Extended Data Fig. 2 Analyses of cell-type specificity of vGlut2-IRES-Cre and vGAT-IRES-Cre lines in the AHN.
(a, b) Example micrographs showing the distributions of vGat mRNA (a) and vGlut2 mRNA (b) in the AHN of WT mice. (c) Quantitative analyses of number of AHN cells expressing vGat mRNA (green) and vGlut2 mRNA (red) in coronal sections, as indicated by the distance to bregma. (d-f) An example coronal section showing the distribution of EGFP (green) and vGat mRNA (red) in the AHN of vGAT-IRES-Cre mice, which were injected with AAV-DIO-EGFP in the AHN (d).
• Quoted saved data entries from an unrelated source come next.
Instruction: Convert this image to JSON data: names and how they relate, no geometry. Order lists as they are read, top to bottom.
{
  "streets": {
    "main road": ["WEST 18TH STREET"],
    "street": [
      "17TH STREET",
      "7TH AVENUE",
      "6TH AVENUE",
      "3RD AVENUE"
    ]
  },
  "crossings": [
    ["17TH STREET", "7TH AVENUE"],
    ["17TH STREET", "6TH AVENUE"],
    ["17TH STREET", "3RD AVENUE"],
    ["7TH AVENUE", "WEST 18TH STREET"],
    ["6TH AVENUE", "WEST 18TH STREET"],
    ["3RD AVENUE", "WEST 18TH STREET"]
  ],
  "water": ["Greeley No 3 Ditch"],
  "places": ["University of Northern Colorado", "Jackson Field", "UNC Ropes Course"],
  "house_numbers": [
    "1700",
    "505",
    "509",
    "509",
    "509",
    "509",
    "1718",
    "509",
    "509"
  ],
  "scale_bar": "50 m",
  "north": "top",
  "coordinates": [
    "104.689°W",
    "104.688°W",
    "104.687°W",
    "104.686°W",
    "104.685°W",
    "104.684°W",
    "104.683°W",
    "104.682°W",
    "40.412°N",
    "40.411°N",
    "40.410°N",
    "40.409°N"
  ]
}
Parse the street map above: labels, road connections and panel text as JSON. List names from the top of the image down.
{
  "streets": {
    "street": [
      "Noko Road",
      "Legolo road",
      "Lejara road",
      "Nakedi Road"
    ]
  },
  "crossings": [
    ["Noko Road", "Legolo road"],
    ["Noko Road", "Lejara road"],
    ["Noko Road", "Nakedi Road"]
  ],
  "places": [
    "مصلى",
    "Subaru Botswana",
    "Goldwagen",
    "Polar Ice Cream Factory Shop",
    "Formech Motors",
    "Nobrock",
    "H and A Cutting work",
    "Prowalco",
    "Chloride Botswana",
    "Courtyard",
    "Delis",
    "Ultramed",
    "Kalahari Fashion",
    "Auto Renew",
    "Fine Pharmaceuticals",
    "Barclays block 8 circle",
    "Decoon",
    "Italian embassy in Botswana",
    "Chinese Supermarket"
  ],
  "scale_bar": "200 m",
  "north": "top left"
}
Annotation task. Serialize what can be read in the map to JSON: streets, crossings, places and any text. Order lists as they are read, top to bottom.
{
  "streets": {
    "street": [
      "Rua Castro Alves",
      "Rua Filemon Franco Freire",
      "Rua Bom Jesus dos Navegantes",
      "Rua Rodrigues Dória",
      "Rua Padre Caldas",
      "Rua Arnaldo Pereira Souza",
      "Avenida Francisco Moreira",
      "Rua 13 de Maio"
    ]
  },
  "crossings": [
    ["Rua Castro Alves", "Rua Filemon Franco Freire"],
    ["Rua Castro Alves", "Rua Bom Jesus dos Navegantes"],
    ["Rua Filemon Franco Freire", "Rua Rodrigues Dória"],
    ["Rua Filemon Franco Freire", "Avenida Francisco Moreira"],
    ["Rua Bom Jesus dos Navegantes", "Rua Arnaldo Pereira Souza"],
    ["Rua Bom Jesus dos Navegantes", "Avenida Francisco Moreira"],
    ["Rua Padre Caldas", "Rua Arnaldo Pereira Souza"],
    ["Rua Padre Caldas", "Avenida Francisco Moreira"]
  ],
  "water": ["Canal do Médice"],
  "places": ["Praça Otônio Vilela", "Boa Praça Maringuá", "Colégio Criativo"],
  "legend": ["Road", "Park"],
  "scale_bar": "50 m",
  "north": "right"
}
Example micrographs (e) and statistical analyses (f) showing EGFP and vGat mRNA were mostly colocalized in the same AHN neurons. (g-i) An example coronal section showing the distribution of EGFP (green) and vGlut2 mRNA (red) in the AHN of vGAT-IRES-Cre mice, which were injected with AAV-DIO-EGFP in the AHN (g). Example micrographs (h) and statistical analyses (i) showing EGFP and vGlut2 mRNA were largely segregated in different AHN cells. (j-l) An example coronal section showing the distribution of EGFP (green) and vGat mRNA (red) in the AHN of vGlut2-IRES-Cre mice, which were injected with AAV-DIO-EGFP in the AHN (j). Example micrographs (k) and statistical analyses (l) showing EGFP and vGat mRNA were mostly segregated in different AHN cells. (m-o) An example coronal section showing the distribution of EGFP (green) and vGlut2 mRNA (red) in the AHN of vGlut2-IRES-Cre mice, which were injected with AAV-DIO-EGFP in the AHN (m). Example micrographs (n) and statistical analyses (o) showing EGFP and vGlut2 mRNA were mostly colocalized in the same AHN neurons. Arrows indicate the dually labeled cells (e, n). Numbers of mice are indicated in the graphs (c, f, i, l, o). Data in (c, f, i, l, o) are means ± SEM. Statistical analyses in (c) were performed by One-Way ANOVA (*** P < 0.001). The experiment (d, e, g, h, j, k, m, n) was repeated three times independently with similar results.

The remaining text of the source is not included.